[Stored data]

******************************

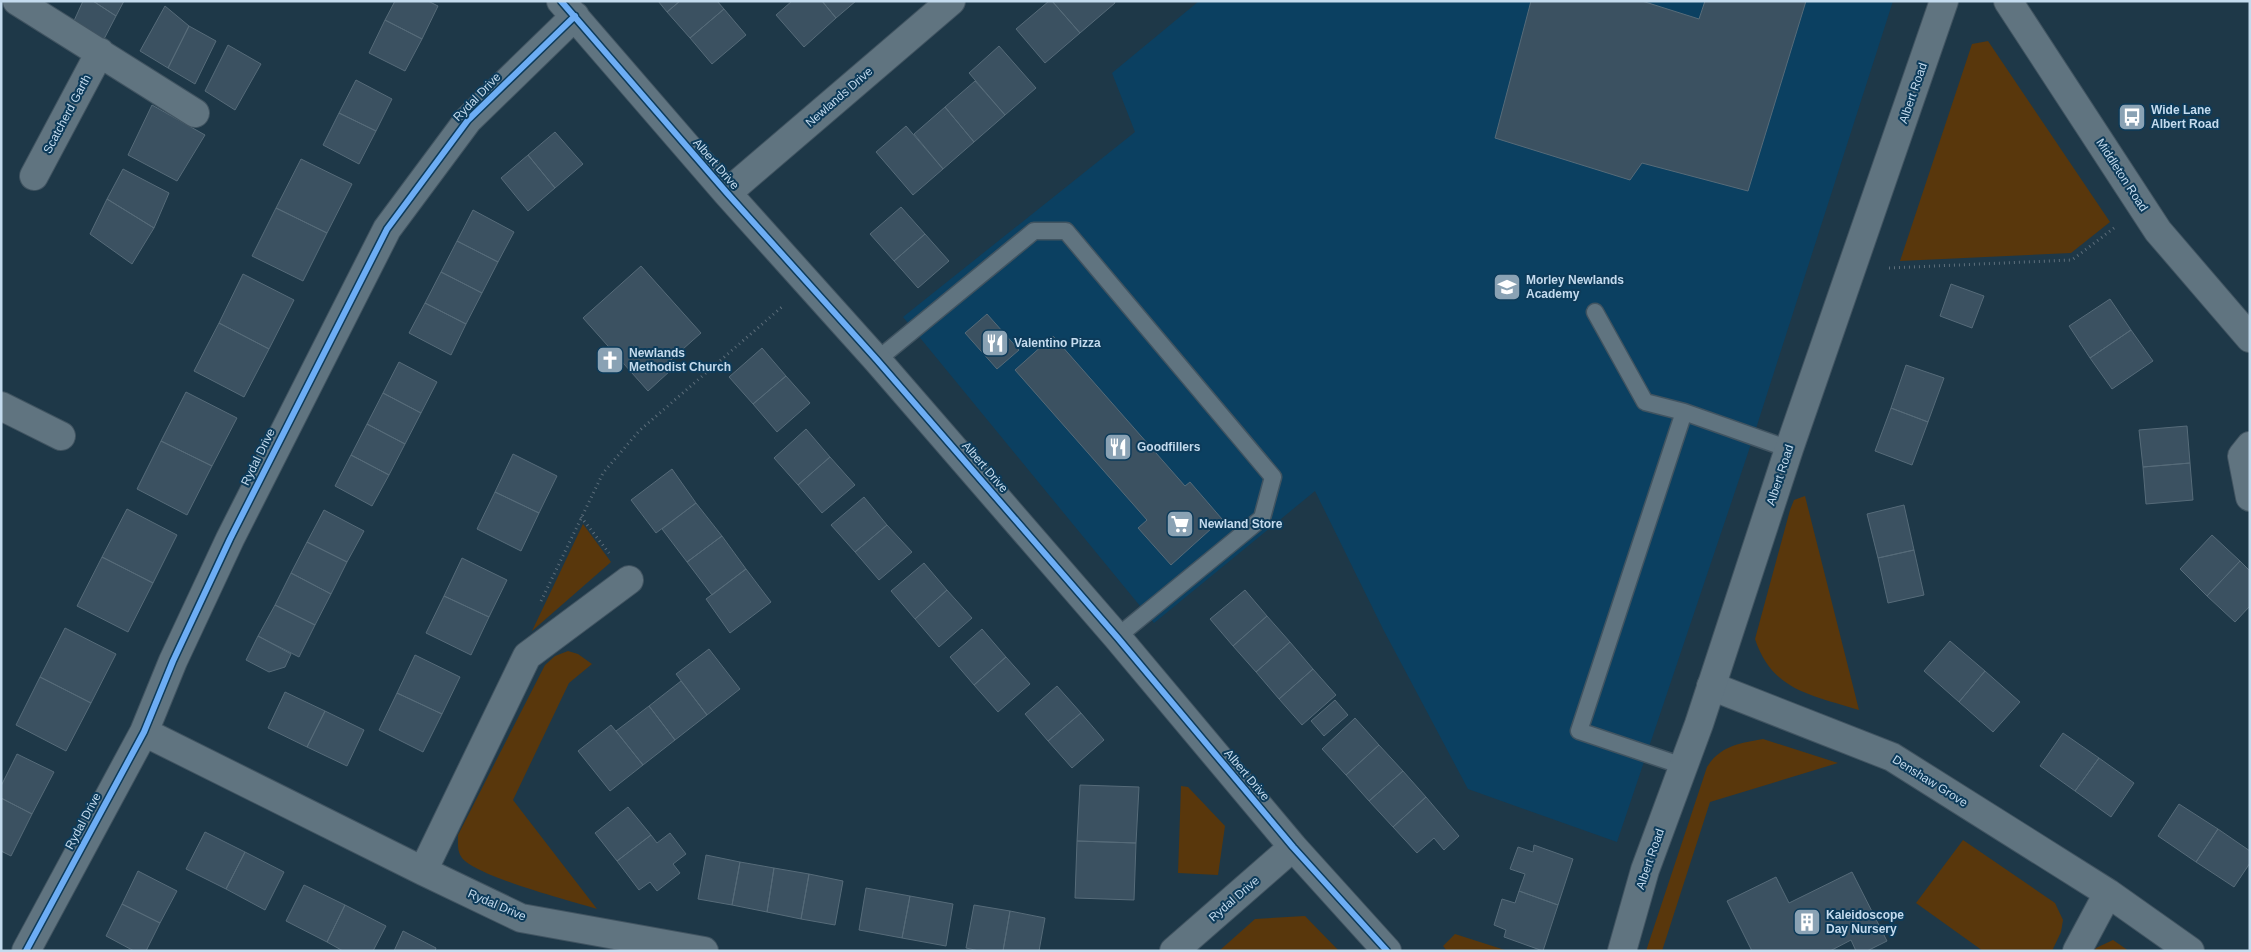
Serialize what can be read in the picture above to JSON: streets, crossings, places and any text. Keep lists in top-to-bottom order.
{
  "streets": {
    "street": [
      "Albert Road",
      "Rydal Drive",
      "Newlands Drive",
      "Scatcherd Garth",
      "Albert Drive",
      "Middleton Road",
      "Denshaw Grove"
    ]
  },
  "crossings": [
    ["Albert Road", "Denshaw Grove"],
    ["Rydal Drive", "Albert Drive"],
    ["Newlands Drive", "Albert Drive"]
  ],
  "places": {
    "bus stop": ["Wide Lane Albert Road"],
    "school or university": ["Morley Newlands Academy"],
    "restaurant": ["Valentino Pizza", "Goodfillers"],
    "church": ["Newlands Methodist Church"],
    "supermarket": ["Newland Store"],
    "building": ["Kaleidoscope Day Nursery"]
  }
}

******************************

- _What is required_:
Copy every entry word for word, but omit the pictures.

- _Solution to this task_:
Serialize what can be read in the picture above to JSON: streets, crossings, places and any text. Keep lists in top-to-bottom order.
{
  "streets": {
    "street": [
      "Albert Road",
      "Rydal Drive",
      "Newlands Drive",
      "Scatcherd Garth",
      "Albert Drive",
      "Middleton Road",
      "Denshaw Grove"
    ]
  },
  "crossings": [
    ["Albert Road", "Denshaw Grove"],
    ["Rydal Drive", "Albert Drive"],
    ["Newlands Drive", "Albert Drive"]
  ],
  "places": {
    "bus stop": ["Wide Lane Albert Road"],
    "school or university": ["Morley Newlands Academy"],
    "restaurant": ["Valentino Pizza", "Goodfillers"],
    "church": ["Newlands Methodist Church"],
    "supermarket": ["Newland Store"],
    "building": ["Kaleidoscope Day Nursery"]
  }
}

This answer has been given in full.